If a line of the data below holds the word "place", list it.

______________________________

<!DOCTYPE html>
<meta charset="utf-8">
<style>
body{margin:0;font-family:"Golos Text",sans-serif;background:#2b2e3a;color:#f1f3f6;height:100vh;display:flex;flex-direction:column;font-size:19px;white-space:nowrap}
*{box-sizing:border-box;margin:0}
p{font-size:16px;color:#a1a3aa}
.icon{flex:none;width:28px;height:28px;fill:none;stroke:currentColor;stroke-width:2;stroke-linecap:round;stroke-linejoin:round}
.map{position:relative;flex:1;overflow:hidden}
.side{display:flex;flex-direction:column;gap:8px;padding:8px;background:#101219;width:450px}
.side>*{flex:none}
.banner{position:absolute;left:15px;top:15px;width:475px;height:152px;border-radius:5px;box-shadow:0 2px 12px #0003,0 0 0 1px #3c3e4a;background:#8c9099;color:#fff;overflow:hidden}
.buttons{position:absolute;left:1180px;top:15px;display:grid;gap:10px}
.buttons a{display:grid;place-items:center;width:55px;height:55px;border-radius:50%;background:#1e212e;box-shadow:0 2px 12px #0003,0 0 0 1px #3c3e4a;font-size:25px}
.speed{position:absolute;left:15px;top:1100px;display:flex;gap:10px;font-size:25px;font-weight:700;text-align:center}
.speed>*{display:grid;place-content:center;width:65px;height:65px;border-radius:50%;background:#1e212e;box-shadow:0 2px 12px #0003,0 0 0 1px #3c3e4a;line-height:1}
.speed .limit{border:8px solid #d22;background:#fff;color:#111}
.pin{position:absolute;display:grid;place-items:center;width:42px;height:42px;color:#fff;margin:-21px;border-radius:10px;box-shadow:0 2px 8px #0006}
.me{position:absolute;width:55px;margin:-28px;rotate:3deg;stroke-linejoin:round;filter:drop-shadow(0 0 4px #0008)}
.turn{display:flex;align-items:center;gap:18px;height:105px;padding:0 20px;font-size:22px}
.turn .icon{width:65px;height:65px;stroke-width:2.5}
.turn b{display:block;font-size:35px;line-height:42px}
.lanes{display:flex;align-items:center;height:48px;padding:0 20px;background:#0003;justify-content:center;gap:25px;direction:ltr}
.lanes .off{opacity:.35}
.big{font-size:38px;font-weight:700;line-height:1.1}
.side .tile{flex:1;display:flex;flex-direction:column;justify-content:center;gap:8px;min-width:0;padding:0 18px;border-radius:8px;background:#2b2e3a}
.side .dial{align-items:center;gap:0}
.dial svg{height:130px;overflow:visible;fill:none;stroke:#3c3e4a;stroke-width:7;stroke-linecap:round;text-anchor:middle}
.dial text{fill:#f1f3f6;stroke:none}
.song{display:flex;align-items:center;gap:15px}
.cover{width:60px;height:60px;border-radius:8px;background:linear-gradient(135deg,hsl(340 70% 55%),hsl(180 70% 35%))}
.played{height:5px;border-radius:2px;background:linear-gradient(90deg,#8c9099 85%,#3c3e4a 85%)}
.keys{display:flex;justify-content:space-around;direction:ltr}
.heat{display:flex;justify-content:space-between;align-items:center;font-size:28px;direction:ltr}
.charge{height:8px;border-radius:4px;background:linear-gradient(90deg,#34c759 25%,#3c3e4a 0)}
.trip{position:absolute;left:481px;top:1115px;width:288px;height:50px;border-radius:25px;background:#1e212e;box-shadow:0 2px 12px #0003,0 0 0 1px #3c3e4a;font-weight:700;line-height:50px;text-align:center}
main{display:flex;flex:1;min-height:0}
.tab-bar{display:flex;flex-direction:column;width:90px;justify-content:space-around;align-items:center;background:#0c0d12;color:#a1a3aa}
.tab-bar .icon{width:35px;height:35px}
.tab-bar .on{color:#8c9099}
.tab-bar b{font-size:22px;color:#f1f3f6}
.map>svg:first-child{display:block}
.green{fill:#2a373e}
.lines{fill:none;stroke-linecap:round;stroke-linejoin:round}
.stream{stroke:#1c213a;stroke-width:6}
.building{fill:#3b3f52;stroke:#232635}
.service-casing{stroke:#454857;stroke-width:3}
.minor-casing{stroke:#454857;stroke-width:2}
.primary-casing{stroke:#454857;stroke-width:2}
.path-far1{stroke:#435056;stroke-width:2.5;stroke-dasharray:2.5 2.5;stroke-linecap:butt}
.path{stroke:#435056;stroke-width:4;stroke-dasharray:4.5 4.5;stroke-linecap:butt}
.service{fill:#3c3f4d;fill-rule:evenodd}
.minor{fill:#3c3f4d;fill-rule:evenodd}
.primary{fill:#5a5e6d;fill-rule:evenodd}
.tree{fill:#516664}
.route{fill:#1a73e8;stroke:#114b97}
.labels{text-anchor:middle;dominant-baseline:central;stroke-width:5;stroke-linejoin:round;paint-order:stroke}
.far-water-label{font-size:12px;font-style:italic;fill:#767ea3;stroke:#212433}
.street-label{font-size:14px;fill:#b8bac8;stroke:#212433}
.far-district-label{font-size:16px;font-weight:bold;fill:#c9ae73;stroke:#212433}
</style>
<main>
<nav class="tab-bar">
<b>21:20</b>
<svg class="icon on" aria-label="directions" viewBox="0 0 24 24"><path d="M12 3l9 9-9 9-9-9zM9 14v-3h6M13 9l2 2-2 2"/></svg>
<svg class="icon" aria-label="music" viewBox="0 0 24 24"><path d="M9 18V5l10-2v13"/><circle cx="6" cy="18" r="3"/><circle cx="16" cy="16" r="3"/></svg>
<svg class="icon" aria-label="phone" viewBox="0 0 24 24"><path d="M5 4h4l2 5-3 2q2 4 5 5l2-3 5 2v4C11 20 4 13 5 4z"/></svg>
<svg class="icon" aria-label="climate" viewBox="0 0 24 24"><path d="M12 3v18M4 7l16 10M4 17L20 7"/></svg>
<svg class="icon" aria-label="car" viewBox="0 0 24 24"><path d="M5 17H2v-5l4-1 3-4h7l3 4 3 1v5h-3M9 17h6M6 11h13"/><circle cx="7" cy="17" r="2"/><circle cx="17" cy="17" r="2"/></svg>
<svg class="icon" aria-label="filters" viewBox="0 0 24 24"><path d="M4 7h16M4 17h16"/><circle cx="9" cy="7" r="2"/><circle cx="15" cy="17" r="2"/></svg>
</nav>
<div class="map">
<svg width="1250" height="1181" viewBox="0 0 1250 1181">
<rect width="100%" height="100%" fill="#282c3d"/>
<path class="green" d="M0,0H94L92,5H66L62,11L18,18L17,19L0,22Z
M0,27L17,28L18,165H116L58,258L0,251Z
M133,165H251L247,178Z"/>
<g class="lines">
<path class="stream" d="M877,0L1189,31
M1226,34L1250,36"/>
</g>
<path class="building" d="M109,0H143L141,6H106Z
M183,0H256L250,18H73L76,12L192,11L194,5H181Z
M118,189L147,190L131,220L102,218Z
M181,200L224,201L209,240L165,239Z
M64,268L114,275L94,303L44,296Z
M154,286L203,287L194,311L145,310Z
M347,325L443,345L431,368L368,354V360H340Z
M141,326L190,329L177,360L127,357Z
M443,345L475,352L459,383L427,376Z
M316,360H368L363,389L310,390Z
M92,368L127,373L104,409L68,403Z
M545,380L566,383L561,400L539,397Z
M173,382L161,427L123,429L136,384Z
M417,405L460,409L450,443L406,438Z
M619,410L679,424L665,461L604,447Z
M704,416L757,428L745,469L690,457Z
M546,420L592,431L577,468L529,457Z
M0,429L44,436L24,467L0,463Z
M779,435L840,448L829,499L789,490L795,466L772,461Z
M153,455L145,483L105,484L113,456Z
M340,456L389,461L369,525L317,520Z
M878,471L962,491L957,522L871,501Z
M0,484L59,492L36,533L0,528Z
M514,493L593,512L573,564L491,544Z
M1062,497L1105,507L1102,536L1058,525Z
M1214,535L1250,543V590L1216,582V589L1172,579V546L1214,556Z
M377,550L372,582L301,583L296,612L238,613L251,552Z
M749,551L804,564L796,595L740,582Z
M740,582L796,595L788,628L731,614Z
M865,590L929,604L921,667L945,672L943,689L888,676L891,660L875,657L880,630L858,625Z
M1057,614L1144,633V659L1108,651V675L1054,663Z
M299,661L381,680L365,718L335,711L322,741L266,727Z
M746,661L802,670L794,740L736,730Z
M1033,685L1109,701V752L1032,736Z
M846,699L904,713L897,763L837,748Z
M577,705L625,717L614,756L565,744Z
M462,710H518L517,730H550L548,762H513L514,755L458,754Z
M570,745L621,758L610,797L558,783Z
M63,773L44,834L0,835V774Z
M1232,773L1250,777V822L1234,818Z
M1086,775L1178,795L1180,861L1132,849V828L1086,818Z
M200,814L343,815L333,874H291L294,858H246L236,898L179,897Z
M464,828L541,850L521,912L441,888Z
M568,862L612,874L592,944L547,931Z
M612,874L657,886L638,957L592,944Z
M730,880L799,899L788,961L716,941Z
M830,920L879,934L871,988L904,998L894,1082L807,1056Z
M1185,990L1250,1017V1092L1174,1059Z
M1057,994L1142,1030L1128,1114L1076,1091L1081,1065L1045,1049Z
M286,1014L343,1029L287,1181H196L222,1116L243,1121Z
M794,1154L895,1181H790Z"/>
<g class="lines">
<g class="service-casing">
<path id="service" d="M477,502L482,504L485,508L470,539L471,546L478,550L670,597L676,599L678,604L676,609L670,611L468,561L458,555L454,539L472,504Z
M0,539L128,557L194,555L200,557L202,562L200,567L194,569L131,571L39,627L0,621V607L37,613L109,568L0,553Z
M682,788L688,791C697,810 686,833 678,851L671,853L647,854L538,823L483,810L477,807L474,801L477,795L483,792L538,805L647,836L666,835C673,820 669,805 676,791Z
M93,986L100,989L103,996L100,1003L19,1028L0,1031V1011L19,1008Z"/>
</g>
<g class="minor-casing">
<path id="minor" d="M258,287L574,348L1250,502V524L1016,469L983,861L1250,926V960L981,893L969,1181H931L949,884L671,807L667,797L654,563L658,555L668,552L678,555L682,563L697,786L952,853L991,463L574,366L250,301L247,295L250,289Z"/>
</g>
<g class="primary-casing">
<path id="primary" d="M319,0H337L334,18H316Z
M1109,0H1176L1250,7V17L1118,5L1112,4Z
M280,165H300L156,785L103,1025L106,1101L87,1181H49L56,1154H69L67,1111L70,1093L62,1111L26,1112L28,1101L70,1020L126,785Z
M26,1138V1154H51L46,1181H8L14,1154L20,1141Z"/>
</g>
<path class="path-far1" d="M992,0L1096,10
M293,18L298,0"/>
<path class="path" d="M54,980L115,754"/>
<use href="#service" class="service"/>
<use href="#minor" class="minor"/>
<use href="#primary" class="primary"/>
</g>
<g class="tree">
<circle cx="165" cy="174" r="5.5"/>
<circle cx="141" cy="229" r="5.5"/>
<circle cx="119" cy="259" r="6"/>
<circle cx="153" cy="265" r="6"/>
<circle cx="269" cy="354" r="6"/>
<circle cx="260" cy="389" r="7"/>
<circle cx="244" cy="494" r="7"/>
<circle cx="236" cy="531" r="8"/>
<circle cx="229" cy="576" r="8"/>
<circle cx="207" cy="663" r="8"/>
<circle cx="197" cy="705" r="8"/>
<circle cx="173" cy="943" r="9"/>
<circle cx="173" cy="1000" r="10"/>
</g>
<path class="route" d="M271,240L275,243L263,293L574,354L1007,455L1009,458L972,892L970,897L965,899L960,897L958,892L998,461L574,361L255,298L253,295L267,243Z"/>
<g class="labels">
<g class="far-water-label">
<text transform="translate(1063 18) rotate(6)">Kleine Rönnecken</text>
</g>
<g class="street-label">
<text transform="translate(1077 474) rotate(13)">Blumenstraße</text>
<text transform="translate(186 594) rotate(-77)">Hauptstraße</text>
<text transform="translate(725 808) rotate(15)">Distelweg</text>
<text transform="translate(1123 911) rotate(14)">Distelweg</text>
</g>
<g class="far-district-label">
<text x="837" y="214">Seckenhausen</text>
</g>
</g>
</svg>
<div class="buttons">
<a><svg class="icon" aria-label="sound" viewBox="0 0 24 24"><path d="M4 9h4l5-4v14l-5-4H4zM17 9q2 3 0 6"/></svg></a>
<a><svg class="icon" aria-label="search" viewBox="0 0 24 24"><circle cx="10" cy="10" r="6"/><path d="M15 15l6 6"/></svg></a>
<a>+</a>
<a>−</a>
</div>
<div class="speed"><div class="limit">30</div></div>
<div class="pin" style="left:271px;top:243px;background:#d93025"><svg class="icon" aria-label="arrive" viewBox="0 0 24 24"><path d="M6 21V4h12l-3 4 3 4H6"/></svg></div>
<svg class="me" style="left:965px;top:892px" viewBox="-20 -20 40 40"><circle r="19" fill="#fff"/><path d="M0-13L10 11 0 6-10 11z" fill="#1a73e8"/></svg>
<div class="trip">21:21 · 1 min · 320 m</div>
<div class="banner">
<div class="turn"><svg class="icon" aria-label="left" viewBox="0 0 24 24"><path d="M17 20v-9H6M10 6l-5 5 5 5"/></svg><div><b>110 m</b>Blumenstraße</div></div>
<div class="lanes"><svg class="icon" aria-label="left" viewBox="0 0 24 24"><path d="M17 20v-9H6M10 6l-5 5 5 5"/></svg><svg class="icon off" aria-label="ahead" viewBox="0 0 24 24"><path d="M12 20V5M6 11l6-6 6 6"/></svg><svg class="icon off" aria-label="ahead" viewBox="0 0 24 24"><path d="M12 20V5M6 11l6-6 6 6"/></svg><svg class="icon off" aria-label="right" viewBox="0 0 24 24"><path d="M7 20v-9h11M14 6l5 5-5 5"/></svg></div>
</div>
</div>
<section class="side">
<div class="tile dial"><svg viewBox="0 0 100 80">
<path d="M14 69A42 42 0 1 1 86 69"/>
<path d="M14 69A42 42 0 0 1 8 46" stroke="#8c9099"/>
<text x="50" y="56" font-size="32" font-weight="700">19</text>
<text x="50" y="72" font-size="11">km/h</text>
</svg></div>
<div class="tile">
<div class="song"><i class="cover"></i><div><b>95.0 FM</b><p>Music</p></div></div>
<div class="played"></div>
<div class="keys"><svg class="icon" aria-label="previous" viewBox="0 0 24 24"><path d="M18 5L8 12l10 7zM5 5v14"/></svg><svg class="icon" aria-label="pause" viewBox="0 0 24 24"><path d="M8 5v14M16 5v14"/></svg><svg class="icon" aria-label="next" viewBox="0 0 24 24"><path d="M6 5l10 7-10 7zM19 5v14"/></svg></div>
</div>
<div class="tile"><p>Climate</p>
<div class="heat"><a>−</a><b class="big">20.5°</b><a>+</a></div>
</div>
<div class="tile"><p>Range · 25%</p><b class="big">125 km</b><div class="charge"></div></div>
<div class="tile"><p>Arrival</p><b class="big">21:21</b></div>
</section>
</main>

______________________________

» Answer for the task
.buttons a{display:grid;place-items:center;width:55px;height:55px;border-radius:50%;background:#1e212e;box-shadow:0 2px 12px #0003,0 0 0 1px #3c3e4a;font-size:25px}
.speed>*{display:grid;place-content:center;width:65px;height:65px;border-radius:50%;background:#1e212e;box-shadow:0 2px 12px #0003,0 0 0 1px #3c3e4a;line-height:1}
.pin{position:absolute;display:grid;place-items:center;width:42px;height:42px;color:#fff;margin:-21px;border-radius:10px;box-shadow:0 2px 8px #0006}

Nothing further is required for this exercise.